### Work instructions
For the records below, count the lines containing the word "middle" and reply with the number alone.

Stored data
-=-=-=-=-

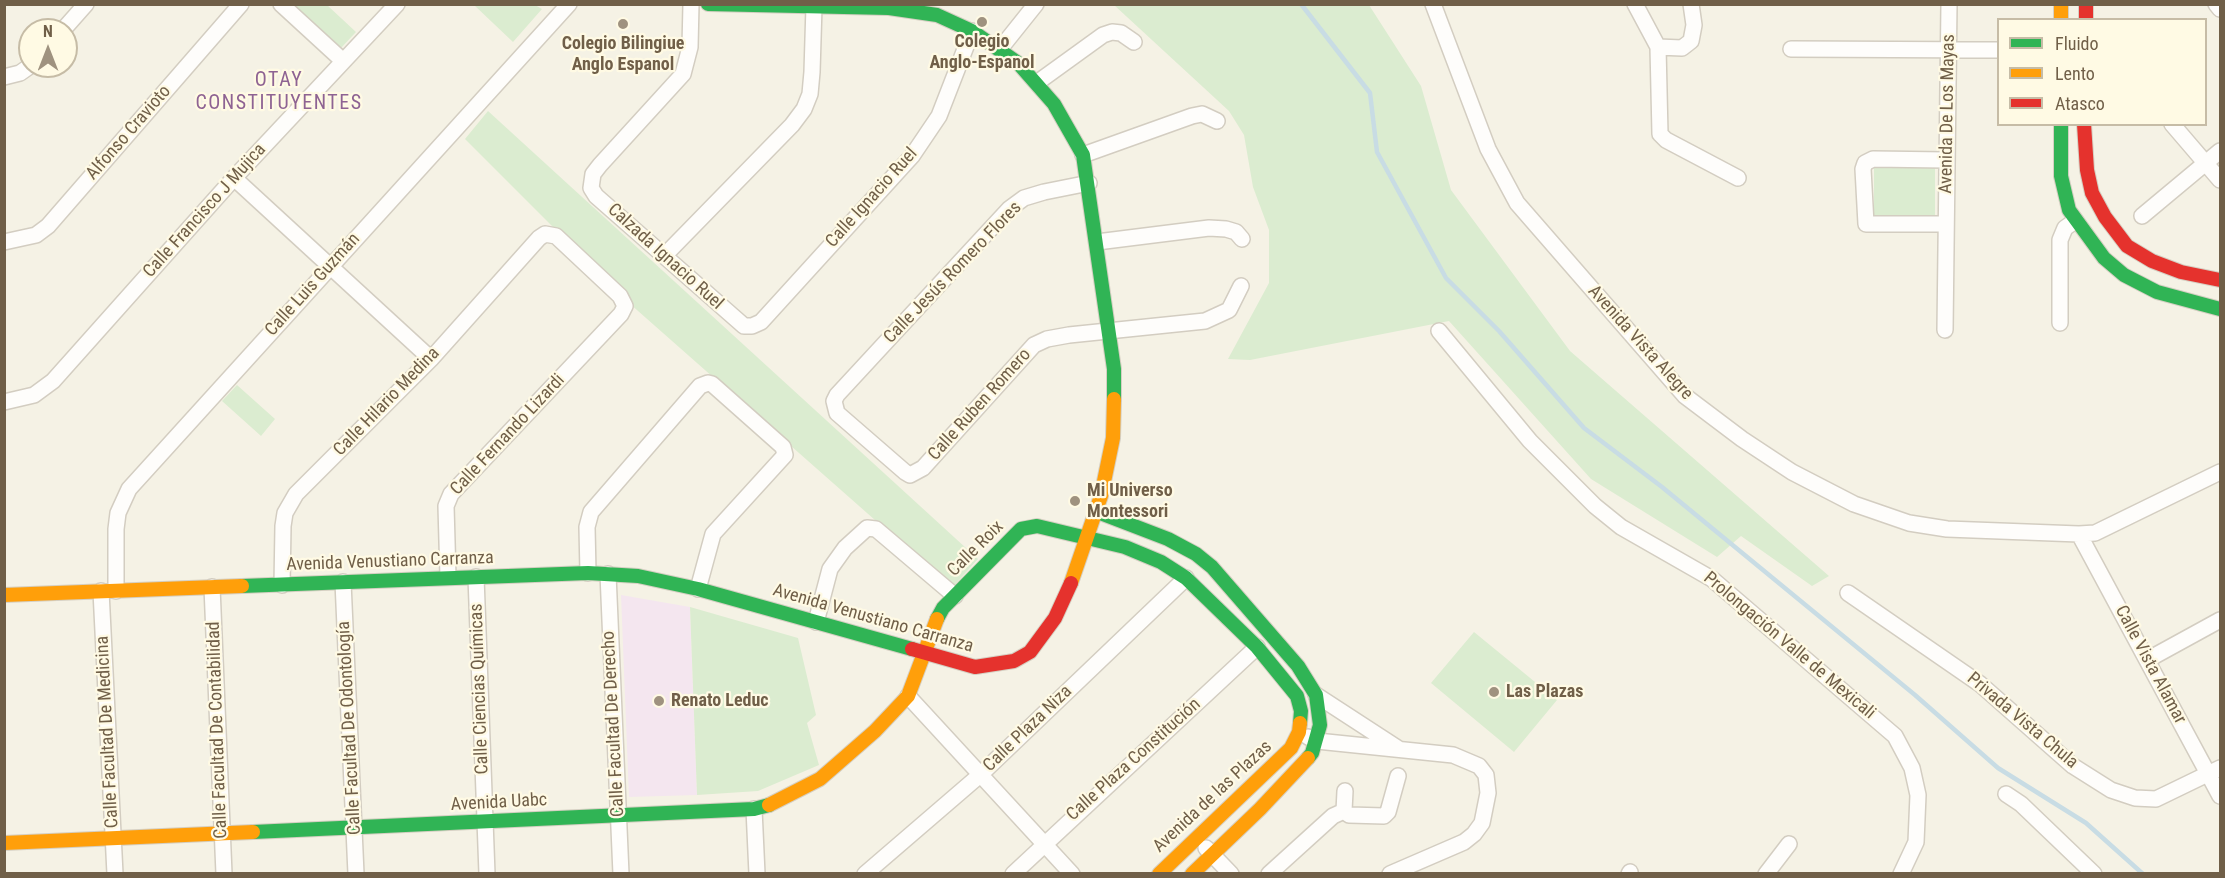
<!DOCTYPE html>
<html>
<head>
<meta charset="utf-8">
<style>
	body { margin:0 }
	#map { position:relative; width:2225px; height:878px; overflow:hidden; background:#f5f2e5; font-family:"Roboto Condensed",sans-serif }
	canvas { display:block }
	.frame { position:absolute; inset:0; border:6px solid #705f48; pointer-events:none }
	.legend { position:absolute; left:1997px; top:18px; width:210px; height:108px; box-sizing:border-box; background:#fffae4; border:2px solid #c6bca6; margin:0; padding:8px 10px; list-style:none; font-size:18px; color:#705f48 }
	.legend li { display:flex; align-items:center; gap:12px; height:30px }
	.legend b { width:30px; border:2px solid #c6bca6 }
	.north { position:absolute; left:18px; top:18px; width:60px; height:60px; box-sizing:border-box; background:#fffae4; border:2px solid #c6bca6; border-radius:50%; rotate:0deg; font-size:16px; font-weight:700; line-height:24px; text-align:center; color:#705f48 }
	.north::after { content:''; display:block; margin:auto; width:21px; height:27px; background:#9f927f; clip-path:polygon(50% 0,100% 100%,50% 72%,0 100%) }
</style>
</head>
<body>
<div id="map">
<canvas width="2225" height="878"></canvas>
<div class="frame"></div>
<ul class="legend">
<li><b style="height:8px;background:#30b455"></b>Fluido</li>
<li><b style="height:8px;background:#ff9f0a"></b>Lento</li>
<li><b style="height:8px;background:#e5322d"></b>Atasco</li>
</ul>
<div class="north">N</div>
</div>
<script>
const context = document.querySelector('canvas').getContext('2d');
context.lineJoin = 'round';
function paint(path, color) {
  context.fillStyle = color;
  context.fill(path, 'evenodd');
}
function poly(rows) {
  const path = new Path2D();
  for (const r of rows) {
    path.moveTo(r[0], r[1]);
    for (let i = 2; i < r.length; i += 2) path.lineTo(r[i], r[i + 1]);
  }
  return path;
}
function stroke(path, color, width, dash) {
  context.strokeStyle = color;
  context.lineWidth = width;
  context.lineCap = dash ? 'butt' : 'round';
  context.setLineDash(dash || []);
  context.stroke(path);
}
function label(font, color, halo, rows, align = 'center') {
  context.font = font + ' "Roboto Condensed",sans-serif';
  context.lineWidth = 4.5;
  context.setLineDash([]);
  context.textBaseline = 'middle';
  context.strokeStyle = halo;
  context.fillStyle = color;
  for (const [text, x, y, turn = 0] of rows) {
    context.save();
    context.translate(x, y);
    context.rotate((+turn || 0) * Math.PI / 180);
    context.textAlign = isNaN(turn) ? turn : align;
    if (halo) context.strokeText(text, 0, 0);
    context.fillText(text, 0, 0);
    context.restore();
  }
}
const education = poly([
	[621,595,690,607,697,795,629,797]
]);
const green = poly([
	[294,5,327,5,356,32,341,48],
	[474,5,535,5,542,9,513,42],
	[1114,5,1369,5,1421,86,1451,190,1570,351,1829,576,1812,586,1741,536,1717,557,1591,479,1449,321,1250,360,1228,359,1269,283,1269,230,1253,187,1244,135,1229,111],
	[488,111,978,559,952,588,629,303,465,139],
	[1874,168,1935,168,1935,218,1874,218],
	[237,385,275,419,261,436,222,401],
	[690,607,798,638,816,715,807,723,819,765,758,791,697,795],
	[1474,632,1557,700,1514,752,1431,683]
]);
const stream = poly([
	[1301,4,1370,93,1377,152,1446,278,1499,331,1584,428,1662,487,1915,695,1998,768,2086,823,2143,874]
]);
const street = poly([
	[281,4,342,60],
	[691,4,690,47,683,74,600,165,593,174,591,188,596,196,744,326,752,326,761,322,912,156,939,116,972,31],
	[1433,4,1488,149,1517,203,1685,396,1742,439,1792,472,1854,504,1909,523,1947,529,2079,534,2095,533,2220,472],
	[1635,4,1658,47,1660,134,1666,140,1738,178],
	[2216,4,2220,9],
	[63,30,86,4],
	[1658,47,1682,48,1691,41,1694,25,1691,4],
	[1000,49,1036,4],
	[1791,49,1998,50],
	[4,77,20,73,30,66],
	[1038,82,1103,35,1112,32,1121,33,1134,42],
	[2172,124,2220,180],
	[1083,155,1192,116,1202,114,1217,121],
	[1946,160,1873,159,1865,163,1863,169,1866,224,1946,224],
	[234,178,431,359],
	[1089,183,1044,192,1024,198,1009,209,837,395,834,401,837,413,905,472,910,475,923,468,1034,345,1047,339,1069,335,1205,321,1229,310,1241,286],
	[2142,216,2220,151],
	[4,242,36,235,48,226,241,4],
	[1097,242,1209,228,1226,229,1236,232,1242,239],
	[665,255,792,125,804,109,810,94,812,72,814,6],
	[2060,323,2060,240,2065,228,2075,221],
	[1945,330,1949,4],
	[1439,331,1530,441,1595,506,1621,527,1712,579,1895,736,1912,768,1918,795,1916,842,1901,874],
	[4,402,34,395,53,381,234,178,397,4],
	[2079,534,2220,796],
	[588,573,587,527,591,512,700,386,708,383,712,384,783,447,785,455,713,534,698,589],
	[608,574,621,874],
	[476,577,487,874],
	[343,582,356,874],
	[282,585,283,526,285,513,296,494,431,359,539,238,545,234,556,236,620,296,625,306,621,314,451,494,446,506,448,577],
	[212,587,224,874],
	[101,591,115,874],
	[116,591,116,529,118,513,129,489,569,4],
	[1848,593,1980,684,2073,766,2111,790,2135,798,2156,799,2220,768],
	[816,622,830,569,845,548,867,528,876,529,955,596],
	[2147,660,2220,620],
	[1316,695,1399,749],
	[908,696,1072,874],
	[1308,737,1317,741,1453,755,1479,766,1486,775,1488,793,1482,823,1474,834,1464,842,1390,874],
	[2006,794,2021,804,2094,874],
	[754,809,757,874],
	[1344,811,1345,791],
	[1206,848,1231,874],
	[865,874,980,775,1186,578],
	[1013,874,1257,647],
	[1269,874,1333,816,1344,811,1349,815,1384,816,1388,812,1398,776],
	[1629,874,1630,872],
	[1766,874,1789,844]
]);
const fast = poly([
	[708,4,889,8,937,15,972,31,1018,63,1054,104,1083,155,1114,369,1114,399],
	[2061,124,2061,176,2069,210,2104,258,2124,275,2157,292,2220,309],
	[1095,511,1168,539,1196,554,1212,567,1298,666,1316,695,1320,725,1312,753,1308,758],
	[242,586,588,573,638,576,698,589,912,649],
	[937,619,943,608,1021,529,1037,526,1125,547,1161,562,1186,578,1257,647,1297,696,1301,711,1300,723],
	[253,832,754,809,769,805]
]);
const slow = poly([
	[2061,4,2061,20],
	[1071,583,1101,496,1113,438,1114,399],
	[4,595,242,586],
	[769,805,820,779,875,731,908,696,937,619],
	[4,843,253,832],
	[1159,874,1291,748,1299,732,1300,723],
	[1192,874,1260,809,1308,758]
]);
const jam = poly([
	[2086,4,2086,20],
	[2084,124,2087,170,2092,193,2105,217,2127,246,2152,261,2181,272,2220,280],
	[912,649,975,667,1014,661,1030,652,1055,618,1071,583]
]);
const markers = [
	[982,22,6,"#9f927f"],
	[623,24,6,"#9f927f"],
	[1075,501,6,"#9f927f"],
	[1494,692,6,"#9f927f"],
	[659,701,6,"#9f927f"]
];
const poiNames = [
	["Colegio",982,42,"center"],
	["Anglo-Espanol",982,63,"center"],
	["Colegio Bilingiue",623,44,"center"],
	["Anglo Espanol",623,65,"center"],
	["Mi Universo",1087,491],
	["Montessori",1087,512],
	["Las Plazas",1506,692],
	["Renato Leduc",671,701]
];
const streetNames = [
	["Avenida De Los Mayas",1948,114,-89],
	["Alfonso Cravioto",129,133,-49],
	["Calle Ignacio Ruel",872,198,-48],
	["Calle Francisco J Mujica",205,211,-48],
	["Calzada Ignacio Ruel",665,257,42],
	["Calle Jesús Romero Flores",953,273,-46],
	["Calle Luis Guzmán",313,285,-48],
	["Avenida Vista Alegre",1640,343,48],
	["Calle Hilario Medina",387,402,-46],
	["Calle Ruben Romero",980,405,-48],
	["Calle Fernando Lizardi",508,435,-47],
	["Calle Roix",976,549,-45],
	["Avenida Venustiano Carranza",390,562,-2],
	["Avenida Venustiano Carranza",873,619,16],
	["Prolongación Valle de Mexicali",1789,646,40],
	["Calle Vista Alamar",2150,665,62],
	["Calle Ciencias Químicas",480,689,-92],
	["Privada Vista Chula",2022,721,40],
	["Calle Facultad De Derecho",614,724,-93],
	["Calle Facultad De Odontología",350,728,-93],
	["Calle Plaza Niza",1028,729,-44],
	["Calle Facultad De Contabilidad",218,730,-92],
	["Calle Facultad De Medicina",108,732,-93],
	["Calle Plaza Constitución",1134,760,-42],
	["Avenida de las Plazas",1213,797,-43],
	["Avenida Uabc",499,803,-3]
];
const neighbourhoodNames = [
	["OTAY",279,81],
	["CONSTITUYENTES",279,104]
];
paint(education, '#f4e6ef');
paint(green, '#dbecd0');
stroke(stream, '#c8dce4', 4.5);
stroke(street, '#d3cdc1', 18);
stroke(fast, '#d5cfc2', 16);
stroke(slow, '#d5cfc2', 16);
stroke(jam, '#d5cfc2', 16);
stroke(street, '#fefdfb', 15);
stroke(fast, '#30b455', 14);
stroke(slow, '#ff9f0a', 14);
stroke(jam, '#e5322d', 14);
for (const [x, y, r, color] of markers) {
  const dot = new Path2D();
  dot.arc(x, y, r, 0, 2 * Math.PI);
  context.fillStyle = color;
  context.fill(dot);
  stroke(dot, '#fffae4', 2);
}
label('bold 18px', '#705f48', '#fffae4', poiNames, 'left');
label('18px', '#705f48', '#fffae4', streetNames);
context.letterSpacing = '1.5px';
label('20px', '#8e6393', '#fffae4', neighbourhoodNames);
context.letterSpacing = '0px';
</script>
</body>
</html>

-=-=-=-=-

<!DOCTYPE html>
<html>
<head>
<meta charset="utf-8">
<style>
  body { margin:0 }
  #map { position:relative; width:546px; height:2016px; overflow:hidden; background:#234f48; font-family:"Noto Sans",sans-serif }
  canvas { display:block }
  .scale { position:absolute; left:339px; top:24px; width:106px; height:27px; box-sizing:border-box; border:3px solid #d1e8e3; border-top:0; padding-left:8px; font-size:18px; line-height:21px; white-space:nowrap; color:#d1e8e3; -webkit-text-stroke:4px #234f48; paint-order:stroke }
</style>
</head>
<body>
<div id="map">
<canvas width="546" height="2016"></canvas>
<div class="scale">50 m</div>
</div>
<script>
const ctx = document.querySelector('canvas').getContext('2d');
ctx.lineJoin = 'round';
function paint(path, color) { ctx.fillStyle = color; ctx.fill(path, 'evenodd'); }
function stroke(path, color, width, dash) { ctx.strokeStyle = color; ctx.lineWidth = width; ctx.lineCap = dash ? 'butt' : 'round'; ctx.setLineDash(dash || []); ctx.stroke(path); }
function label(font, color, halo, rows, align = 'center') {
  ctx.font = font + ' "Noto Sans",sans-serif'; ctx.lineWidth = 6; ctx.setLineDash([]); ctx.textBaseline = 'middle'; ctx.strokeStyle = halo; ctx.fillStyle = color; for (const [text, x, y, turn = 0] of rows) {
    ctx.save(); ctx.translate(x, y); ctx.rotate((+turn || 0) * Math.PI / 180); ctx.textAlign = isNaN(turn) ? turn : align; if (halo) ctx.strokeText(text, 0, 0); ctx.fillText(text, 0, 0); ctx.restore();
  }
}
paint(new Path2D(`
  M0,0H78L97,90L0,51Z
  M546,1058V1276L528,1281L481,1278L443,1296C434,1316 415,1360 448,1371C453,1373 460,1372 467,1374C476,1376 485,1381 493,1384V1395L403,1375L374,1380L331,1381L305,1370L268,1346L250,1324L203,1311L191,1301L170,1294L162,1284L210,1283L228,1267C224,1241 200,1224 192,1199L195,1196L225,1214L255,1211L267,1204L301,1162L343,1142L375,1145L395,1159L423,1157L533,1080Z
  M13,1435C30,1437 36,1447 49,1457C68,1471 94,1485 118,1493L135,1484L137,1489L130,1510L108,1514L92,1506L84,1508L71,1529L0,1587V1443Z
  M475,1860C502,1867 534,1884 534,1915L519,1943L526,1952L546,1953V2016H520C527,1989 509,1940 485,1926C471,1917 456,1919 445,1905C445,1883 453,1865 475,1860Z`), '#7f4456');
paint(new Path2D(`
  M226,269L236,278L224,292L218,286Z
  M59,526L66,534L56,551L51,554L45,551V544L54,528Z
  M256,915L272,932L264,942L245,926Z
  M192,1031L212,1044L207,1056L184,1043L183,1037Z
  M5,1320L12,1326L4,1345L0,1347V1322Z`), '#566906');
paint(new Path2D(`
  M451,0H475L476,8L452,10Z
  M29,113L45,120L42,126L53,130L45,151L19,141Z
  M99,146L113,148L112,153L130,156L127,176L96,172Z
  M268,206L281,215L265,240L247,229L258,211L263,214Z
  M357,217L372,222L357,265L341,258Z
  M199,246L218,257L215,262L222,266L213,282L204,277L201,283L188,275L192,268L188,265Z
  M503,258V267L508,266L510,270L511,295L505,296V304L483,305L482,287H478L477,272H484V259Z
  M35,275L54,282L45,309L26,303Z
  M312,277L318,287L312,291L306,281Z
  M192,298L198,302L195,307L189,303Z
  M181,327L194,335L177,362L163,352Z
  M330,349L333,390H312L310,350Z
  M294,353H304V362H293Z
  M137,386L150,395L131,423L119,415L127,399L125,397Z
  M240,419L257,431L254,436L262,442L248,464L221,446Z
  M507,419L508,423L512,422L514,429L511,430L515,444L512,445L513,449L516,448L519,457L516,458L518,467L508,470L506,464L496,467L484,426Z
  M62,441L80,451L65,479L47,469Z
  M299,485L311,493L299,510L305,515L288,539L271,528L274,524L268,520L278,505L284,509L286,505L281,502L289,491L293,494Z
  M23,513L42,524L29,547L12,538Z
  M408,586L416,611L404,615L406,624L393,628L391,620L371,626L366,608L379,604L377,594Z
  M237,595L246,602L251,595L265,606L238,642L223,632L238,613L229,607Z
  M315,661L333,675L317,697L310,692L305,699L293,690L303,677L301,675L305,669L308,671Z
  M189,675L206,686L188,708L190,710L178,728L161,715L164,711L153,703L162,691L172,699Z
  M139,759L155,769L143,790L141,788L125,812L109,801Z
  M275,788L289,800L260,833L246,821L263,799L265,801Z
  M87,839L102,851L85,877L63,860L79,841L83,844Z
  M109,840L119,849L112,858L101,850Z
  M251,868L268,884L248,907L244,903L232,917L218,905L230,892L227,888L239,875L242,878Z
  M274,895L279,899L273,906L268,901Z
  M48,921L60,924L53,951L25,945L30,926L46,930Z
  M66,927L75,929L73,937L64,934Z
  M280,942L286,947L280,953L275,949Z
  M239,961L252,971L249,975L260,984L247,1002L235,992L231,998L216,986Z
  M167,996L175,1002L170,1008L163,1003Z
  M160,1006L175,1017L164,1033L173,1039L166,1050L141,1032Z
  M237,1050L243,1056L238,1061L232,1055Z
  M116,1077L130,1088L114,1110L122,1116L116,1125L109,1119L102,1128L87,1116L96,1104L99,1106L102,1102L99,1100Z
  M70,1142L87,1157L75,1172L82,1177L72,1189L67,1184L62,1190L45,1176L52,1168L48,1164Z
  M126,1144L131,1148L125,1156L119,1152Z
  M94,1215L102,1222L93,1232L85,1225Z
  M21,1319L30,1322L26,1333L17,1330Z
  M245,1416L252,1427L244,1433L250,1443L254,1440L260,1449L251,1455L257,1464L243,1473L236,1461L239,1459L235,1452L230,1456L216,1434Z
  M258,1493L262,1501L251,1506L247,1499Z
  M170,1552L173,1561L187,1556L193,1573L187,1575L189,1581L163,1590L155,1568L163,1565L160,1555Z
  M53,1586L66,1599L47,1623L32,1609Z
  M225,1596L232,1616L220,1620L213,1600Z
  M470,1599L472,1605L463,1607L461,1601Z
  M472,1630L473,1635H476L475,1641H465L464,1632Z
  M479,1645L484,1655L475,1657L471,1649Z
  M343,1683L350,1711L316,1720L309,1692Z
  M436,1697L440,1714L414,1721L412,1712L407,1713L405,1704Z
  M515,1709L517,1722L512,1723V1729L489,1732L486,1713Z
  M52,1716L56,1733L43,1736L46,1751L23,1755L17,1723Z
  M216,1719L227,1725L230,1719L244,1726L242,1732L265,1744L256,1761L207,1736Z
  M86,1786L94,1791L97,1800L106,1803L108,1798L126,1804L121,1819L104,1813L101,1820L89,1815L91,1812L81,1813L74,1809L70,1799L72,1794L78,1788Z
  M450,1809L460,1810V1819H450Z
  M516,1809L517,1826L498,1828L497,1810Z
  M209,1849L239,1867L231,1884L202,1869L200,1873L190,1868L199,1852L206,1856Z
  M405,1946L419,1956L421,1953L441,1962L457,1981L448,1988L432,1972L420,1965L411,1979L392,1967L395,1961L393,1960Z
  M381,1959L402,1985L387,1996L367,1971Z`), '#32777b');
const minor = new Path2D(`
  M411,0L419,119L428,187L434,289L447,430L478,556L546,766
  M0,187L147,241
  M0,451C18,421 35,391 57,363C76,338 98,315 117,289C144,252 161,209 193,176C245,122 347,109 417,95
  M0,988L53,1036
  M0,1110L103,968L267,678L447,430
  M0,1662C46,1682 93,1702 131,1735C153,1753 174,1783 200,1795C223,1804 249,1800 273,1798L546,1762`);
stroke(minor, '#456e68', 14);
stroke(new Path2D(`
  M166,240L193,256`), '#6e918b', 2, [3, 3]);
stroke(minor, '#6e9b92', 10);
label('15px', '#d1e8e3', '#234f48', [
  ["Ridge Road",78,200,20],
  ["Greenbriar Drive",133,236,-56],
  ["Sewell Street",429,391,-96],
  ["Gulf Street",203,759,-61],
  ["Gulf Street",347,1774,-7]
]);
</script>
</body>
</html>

-=-=-=-=-

### Exercise answer
2